IndustryHow Inktomi Works

How Inktomi Works

In-depth explanation of how the Inktomi search engine works, for Search Engine Watch members.

Recent Articles

The articles below appeared in the Search Engine Update newsletter and have important information not yet added to this page. Please review them to find out about any new developments. Further below, you will also find a list of other articles about this search engine that may be of interest.

Overview

This page explains how to get listed with Inktomi, as well as what generally helps pages rank well within Inktomi’s results. Inktomi is a crawler-based search engine owned by Yahoo.

Yahoo intends to use Inktomi’s results within its own site, for the crawler-based listings that currently come from Google. Some testing of Inktomi results has been done, but full implementation of this has yet to happen.

Yahoo also provides Inktomi’s results to other search engines through partnerships. MSN Search is Inktomi’s most important partnership, though MSN hopes to eventually replace Inktomi with its own crawler-based results, as explained more in the Microsoft’s MSN Search To Build Crawler-Based Search Engine article.

Jump to:

Getting Listed: Link Crawling

The best way for pages from a web site to be listed with Inktomi is for the crawler to find the pages naturally, as it moves around the web following links. If your brand new site has even one link pointing at it, Inktomi’s crawler may eventually find it and index pages within it. The more links pointing at you, the more likely the crawler is likely to come across your pages and add them for free.

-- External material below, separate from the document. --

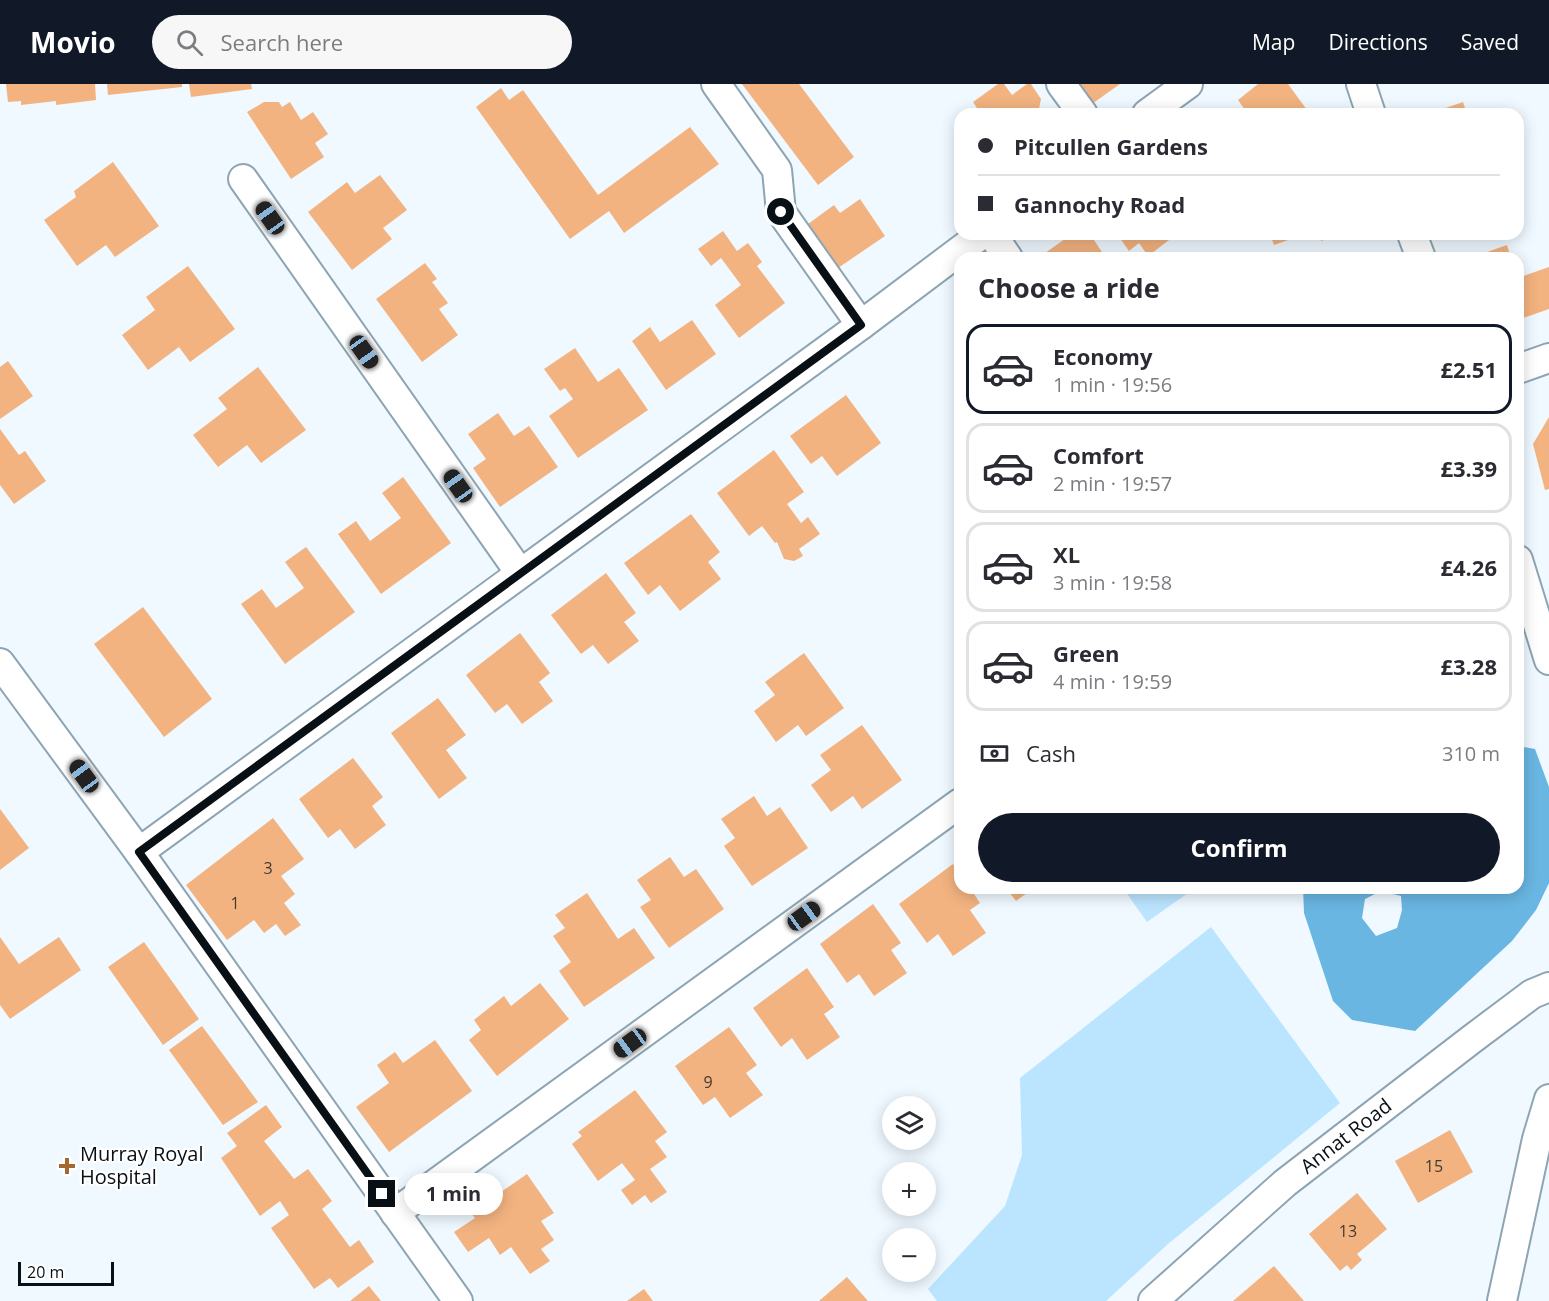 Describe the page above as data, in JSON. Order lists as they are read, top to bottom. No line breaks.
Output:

Think of it like asking people for recommendations. If you ask 10 different people for a good doctor and several of them suggest the same person, you are more likely to contact that doctor for help. In the same way, having many links pointing at your pages (or a few links from important web sites) makes it more likely the Inktomi crawler will visit you.

To gain links, you should offer good content. If you do, people are more likely to link to it. Similarly, you should build links to your pages from good quality sites related to you in content (see the Link Analysis & Link Building page for more tips on this).

Inktomi’s link crawler won’t add everything that it finds, and there are some pages such as those delivered dynamically (see Dynamic Pages & Search Engines) that it may ignore entirely.

How many pages Inktomi will include may vary. Inktomi is more likely to index individual pages within your site that have links pointing at them from external sources. To help it with this, the company maintains a “WebMap” of links from across the web. By looking at this giant network of the web, Inktomi can determine which pages are most commonly linked to. This helps it decide what to include.

As with most crawlers, Inktomi is also more likely to index documents that are “high” or “shallow” in your site, rather than being buried deeply in a complicated directory structure (see the Submitting & Encouraging Crawlers page).

Getting Listed: Paid Inclusion

If your page is not added by the link crawler, the next best option for being listed is to use Inktomi’s paid inclusion programs. There is no free add URL page; this was discontinued in September 2002.

Inktomi’s paid inclusion programs allow you to pay to ensure that your pages are listed. The downside to these programs are that you must pay for them and that they do NOT guarantee that your pages will rank well for particular terms. The upside is that you know absolutely that your pages will be included in the index and thus may appear in response to searches.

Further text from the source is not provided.